Miércoles 15 de Febrero de 2006, Ip nº 140

On your marks, get set, succeed
Por Amy Iggulden

For some of the elite athletes gathered for the Winter Olympics in Turin, the presence of a sports psychologist will be just as important as a trackside coach. Without the mind-toughening techniques these people offer, the mental battle to succeed in the face of immense pressure is so much greater. Back here - in Britain's offices and boardrooms - there are countless rather tubbier businessmen and women who might well be feeling the same way.

Their physiques may fall some way below the Olympic ideal, but these corporate types are part of a growing number of non-athletes who are using the principles of sports psychology to help them perform better at work.

One such performance-enhancement company, Lane4 - set up by the champion swimmer Adrian Moorhouse - has been teaching managers the four basic techniques underpinning sports psychology. These techniques are: talking to themselves positively; visualising success; setting realistic goals; and either humming or meditating their way into a state of relaxation - all in the name of a healthier bottom-line and greater efficiency.

But while studies have shown that mentally tough athletes - who can cope with uncertainty and achieve much under enormous pressure - have the edge over their competitors, can these techniques really do the same for business people, musicians and lawyers?

"The principles that we use, which help athletes to succeed, are essentially skills for life that help people perform better at work, become better leaders and work more efficiently with one another," says Graham Jones, professor of elite performance psychology at Bangor University and a business partner of Adrian Moorhouse. Lane4, set up 10 years ago and named after the swimming lane in which Moorhouse won Olympic gold in Seoul in 1988, now has a turnover of more than £5 million and three international offices.

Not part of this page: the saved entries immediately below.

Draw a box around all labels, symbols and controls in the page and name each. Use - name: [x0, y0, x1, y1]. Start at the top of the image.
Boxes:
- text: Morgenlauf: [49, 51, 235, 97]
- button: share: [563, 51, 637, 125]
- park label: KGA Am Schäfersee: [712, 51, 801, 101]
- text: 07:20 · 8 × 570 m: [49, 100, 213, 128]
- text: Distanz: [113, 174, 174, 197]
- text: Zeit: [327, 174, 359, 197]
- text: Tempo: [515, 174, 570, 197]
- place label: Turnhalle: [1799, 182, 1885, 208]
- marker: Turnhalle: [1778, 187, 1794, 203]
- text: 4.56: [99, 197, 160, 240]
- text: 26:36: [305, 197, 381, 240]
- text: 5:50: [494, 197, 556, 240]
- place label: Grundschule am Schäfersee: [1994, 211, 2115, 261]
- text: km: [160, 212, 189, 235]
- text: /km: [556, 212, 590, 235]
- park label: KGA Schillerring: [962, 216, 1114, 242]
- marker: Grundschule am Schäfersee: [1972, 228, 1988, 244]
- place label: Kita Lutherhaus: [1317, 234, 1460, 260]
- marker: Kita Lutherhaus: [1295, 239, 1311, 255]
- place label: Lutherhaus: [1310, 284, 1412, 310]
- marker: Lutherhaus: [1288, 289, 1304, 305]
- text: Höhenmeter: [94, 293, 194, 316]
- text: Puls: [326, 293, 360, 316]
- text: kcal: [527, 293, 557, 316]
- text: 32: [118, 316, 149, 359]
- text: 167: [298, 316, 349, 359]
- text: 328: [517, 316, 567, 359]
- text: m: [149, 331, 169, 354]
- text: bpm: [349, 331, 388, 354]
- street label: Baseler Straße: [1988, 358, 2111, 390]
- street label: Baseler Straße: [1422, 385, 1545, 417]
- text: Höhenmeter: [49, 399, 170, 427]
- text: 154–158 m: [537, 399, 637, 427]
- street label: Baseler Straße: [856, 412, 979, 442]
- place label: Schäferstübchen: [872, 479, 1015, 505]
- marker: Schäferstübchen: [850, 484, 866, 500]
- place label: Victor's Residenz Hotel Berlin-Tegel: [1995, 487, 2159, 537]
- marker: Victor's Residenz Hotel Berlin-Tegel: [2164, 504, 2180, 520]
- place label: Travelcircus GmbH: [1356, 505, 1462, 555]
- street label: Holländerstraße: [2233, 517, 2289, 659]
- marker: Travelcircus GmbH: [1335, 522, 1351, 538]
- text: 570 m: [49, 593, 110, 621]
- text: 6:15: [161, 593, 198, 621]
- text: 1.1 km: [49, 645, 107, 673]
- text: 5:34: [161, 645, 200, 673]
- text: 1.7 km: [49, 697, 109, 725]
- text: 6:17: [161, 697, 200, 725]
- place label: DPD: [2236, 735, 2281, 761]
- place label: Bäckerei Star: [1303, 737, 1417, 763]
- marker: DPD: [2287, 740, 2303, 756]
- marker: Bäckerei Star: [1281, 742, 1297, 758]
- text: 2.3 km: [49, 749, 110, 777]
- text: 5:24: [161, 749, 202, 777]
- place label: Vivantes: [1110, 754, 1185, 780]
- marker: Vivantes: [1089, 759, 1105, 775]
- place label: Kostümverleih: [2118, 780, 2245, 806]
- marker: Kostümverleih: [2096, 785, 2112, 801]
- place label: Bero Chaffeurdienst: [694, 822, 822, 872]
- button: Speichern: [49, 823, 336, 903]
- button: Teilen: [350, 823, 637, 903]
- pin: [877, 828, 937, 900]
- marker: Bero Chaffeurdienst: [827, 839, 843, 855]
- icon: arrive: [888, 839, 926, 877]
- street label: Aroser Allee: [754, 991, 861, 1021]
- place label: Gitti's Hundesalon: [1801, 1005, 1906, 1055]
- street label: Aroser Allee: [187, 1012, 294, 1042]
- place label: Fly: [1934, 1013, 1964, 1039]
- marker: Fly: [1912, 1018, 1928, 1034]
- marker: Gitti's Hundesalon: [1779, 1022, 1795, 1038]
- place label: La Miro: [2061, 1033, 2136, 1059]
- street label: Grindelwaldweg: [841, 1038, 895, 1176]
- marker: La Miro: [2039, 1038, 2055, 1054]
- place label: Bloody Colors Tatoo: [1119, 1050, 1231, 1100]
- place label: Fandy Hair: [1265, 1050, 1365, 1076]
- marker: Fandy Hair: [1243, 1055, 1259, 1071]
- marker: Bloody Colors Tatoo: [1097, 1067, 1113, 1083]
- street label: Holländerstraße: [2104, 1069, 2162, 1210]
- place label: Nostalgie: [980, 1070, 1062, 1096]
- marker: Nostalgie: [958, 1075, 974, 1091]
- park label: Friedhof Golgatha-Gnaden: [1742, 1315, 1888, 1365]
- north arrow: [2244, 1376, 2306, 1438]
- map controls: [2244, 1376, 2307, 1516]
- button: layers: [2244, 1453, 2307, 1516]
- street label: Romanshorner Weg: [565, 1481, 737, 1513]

Its essential claim - that sport and performance psychology can help to create elite workplace performers - is admittedly compelling and has many admirers.

NHS managers in Surrey and Sussex are using it to "improve delivery"; bosses at the Home Office's Immigration and Nationality Directorate are learning how to be better leaders with its help, and 60 of Coca-Cola's top brass in Britain have been given a personal sports psychologist to call whenever they wish. Even the Royal Marines have been involved - although Lane4 has been told to keep it quiet (clearly not very successfully).

This crossover of sports psychology into corporate and public sector bureaucracy is still at an embryonic stage, according to Dr Claire Palmer of the British Association of Sport and Exercise Science, but has been emerging for the past 10 years. "The crossover sector is growing, with some sports psychologists and university departments taking on freelance corporate work," she says. "But it is still very much early days."

Yet sports psychology itself - and indeed its critics - have been around for decades. Moorhouse became an advocate of its techniques in America in the early Eighties, as it was taking off. When he retired from swimming in 1992, he decided "to take the tools of sports psychology and offer them to business". It is now a "booming market".

"The application of sports psychology made the ultimate difference to me in my swimming career,'' he says. "The mental approaches that I learnt as an athlete have stayed with me in business and I believe this has enabled me to be more successful."

Many of his clients - which have included Sainsbury's, Deutsche Bank, Safeway and the UK Atomic Energy Authority - may well agree. Russell Cobb, human resources director for Coca-Cola, used Lane4 five years ago, after a survey revealed that fewer than a quarter of employees were "engaged" in the company. "We clearly needed to do something to improve leadership, loyalty and performance, and the sports analogy of teamwork achievement was quite an easy one for everyone to understand," he says.

Since getting the coaches and psychologists in, employee "engagement" has grown, to almost 50 per cent. But why would it work?

"Businesses are good at setting targets but less good at planning how they will achieve them - athletes do that meticulously," says Prof Jones. "We work with teams to make sure that, as in sport, each member is filling the right role and feeling happy about it. That makes for much greater efficiency."

However, Dave Collins, the performance director at UK Athletics and personal sports psychologist to one of Britain's best medal hopes at the Winter Olympics - bob-skeleton racer Kristan Bromley - does not believe that the principles of sports psychology are uniquely "sporty".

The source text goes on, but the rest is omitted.